▶ About this exercise: Could you write out the whole listing exactly as it appears?

▶ Exercise materials:
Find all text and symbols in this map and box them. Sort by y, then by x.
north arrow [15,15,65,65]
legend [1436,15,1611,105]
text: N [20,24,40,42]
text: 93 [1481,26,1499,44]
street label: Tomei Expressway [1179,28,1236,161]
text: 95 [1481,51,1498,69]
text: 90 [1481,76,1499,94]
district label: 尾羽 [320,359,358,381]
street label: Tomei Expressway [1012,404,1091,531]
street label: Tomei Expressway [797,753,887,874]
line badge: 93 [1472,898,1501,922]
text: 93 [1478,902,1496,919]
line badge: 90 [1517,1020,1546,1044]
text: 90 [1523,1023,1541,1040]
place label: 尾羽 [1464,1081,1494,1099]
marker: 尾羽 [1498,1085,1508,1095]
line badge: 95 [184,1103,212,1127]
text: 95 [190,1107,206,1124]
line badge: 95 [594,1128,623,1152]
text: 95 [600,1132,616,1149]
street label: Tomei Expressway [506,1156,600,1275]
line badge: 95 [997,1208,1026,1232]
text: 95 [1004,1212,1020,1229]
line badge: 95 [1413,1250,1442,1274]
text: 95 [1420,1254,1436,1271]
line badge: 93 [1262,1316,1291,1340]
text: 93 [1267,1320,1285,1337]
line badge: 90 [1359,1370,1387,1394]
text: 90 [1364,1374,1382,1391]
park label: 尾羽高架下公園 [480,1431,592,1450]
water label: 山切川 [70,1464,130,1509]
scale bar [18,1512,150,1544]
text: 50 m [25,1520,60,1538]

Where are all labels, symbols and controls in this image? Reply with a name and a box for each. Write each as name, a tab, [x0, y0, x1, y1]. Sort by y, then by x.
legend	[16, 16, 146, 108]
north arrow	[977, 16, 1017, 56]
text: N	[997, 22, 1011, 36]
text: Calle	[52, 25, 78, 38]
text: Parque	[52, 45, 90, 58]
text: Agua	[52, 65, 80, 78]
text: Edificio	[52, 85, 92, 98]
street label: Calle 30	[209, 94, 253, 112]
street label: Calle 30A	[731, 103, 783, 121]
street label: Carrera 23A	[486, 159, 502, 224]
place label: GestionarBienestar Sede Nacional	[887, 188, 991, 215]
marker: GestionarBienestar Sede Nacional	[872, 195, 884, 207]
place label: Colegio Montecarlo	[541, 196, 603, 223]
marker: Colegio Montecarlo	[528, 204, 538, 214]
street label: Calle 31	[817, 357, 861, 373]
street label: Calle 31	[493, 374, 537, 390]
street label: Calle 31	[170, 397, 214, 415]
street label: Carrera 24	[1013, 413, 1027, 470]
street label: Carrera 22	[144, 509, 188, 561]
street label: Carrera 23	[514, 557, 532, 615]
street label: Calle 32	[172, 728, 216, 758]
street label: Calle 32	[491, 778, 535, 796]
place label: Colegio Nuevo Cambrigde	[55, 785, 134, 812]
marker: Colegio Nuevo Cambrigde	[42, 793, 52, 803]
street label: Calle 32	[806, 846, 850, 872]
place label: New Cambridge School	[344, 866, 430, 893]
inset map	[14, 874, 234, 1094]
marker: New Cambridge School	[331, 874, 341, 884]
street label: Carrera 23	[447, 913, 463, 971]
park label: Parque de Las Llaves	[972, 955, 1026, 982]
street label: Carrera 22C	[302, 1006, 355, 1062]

▶ Reply:
Find all text and symbols in this map and box them. Sort by y, then by x.
north arrow [15,15,65,65]
legend [1436,15,1611,105]
text: N [20,24,40,42]
text: 93 [1481,26,1499,44]
street label: Tomei Expressway [1179,28,1236,161]
text: 95 [1481,51,1498,69]
text: 90 [1481,76,1499,94]
district label: 尾羽 [320,359,358,381]
street label: Tomei Expressway [1012,404,1091,531]
street label: Tomei Expressway [797,753,887,874]
line badge: 93 [1472,898,1501,922]
text: 93 [1478,902,1496,919]
line badge: 90 [1517,1020,1546,1044]
text: 90 [1523,1023,1541,1040]
place label: 尾羽 [1464,1081,1494,1099]
marker: 尾羽 [1498,1085,1508,1095]
line badge: 95 [184,1103,212,1127]
text: 95 [190,1107,206,1124]
line badge: 95 [594,1128,623,1152]
text: 95 [600,1132,616,1149]
street label: Tomei Expressway [506,1156,600,1275]
line badge: 95 [997,1208,1026,1232]
text: 95 [1004,1212,1020,1229]
line badge: 95 [1413,1250,1442,1274]
text: 95 [1420,1254,1436,1271]
line badge: 93 [1262,1316,1291,1340]
text: 93 [1267,1320,1285,1337]
line badge: 90 [1359,1370,1387,1394]
text: 90 [1364,1374,1382,1391]
park label: 尾羽高架下公園 [480,1431,592,1450]
water label: 山切川 [70,1464,130,1509]
scale bar [18,1512,150,1544]
text: 50 m [25,1520,60,1538]

Where are all labels, symbols and controls in this image? Reply with a name and a box for each. Write each as name, a tab, [x0, y0, x1, y1]. Sort by y, then by x.
legend	[16, 16, 146, 108]
north arrow	[977, 16, 1017, 56]
text: N	[997, 22, 1011, 36]
text: Calle	[52, 25, 78, 38]
text: Parque	[52, 45, 90, 58]
text: Agua	[52, 65, 80, 78]
text: Edificio	[52, 85, 92, 98]
street label: Calle 30	[209, 94, 253, 112]
street label: Calle 30A	[731, 103, 783, 121]
street label: Carrera 23A	[486, 159, 502, 224]
place label: GestionarBienestar Sede Nacional	[887, 188, 991, 215]
marker: GestionarBienestar Sede Nacional	[872, 195, 884, 207]
place label: Colegio Montecarlo	[541, 196, 603, 223]
marker: Colegio Montecarlo	[528, 204, 538, 214]
street label: Calle 31	[817, 357, 861, 373]
street label: Calle 31	[493, 374, 537, 390]
street label: Calle 31	[170, 397, 214, 415]
street label: Carrera 24	[1013, 413, 1027, 470]
street label: Carrera 22	[144, 509, 188, 561]
street label: Carrera 23	[514, 557, 532, 615]
street label: Calle 32	[172, 728, 216, 758]
street label: Calle 32	[491, 778, 535, 796]
place label: Colegio Nuevo Cambrigde	[55, 785, 134, 812]
marker: Colegio Nuevo Cambrigde	[42, 793, 52, 803]
street label: Calle 32	[806, 846, 850, 872]
place label: New Cambridge School	[344, 866, 430, 893]
inset map	[14, 874, 234, 1094]
marker: New Cambridge School	[331, 874, 341, 884]
street label: Carrera 23	[447, 913, 463, 971]
park label: Parque de Las Llaves	[972, 955, 1026, 982]
street label: Carrera 22C	[302, 1006, 355, 1062]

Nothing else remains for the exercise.